In 2004, Barry published “The Great Influenza: The Epic Story of the Greatest Plague in History.”

It is an exhaustive and fascinating chronicle of developments in medicine, history and politics that came together to kill an estimated 50 to 100 million people worldwide in 1918-1919.

The current pandemic has attracted sufficient reader interest to put that book back onto the bestseller list in 2020, and made its author the go-to authority in media circles.

From what he describes, the year 2020 to date roughly resembles the year 1918, the first year of what came to be known as the Spanish flu (though Barry and many historians trace the first recorded cases back to Army recruits at Ft. Riley Kansas in early 1918).
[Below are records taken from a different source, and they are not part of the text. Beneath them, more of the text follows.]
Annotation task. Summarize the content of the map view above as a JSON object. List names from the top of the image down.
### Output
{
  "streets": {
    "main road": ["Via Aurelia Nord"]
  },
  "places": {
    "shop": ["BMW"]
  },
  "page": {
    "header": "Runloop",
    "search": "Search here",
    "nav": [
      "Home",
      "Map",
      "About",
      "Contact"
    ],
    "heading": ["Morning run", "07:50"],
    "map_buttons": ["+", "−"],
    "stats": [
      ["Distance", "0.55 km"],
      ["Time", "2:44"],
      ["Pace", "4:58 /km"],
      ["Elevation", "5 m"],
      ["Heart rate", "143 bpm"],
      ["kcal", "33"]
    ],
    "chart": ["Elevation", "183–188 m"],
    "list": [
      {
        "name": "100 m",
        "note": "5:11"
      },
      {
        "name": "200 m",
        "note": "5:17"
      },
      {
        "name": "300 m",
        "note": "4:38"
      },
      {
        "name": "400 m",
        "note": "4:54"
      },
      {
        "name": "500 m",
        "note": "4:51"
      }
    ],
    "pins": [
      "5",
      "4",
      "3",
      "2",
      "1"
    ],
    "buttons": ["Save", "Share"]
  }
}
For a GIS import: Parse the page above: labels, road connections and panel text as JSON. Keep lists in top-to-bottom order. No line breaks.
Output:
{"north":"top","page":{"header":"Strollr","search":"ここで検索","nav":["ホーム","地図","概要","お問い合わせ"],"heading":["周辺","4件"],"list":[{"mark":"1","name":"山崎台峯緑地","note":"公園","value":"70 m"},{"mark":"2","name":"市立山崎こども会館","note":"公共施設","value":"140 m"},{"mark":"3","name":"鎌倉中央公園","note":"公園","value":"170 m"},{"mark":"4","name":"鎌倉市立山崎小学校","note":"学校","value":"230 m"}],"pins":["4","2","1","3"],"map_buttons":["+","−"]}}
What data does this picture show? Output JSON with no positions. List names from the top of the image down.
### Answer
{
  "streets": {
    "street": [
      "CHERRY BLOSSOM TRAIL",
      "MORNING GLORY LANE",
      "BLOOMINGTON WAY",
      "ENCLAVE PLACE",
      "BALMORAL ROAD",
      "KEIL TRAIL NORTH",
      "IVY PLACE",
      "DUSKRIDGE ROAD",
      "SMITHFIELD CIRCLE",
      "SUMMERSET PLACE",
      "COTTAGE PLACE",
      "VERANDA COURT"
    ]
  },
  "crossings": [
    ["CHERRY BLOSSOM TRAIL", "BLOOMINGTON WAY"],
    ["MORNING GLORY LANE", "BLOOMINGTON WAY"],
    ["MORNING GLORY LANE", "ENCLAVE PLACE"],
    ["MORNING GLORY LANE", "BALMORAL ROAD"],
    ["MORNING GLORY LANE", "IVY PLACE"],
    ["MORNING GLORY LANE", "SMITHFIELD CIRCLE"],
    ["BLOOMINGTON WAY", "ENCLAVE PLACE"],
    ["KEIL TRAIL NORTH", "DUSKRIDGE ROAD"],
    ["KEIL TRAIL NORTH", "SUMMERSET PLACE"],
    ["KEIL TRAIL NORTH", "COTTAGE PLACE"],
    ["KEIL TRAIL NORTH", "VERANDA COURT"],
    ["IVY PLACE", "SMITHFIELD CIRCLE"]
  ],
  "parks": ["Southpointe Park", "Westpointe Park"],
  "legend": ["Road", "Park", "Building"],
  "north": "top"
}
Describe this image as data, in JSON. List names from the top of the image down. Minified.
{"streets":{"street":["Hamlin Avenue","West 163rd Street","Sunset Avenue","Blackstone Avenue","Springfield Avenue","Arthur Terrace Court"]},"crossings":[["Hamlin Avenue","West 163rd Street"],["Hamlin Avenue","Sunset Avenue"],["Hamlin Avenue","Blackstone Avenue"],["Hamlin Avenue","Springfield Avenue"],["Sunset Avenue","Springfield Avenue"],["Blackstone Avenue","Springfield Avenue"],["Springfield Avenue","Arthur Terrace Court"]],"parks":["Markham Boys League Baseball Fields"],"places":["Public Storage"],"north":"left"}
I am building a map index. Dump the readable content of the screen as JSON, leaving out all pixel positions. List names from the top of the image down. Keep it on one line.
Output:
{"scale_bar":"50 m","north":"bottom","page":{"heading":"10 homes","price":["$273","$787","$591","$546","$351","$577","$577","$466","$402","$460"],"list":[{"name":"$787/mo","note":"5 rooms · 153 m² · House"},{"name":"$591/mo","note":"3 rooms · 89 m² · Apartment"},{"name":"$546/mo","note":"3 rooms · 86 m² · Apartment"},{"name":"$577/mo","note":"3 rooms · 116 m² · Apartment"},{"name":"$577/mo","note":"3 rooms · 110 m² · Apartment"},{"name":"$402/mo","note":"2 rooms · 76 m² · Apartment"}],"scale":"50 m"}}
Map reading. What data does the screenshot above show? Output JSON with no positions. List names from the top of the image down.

By June of that year, the flu had spread throughout the world, facilitated by the mass mobilizations of armies and movements of troops across Europe, North America and to European colonies around the globe.

Then, as now, medical authorities inside and outside of government found themselves in conflict with political officials. The U.S. was in the midst of its mass mobilization of manpower for the war in Europe, and negative news about a pandemic or anything else was kept from the public to keep from hurting morale.

Like the COVID-19 pandemic we are watching, treatments were tried, found to be ineffective and discarded. What we now call social distancing was misunderstood and resisted, and mask use was mostly limited to a few medical facilities, primarily on military bases.

But, as the summer of 1918 wore on, cases began to decline, prompting local and national political leaders in Europe and the U.S. to proclaim that the end of the pandemic was near.

The flu virus as well as other diseases that attack the respiratory system seldom kill the patient. Instead, it weakens the immune system’s ability to fight off pneumonia, known then as now as the “captain of death.”

During the late summer of 1918, the pneumonia that often attacked weakened flu victims took a virulent turn, sometimes killing its victims on the same day that they first exhibited symptoms.

Barry’s account reports one hospital after another overflowing with dead and dying, bleeding from noses, mouths and ears as their lungs hemorrhaged from the lethal pneumonia.

That’s where I hope the parallels between this COVID-19 and the 1918 flu end. Thus far, it may be as contagious as the 1918 flu, but less lethal, especially to ages 21 to 40, the age group that was so ravaged 102 years ago.

I’m about halfway through the tome at this writing. I hope that by the time I finish the end of this pandemic will be near, but the more I read the more skeptical I become.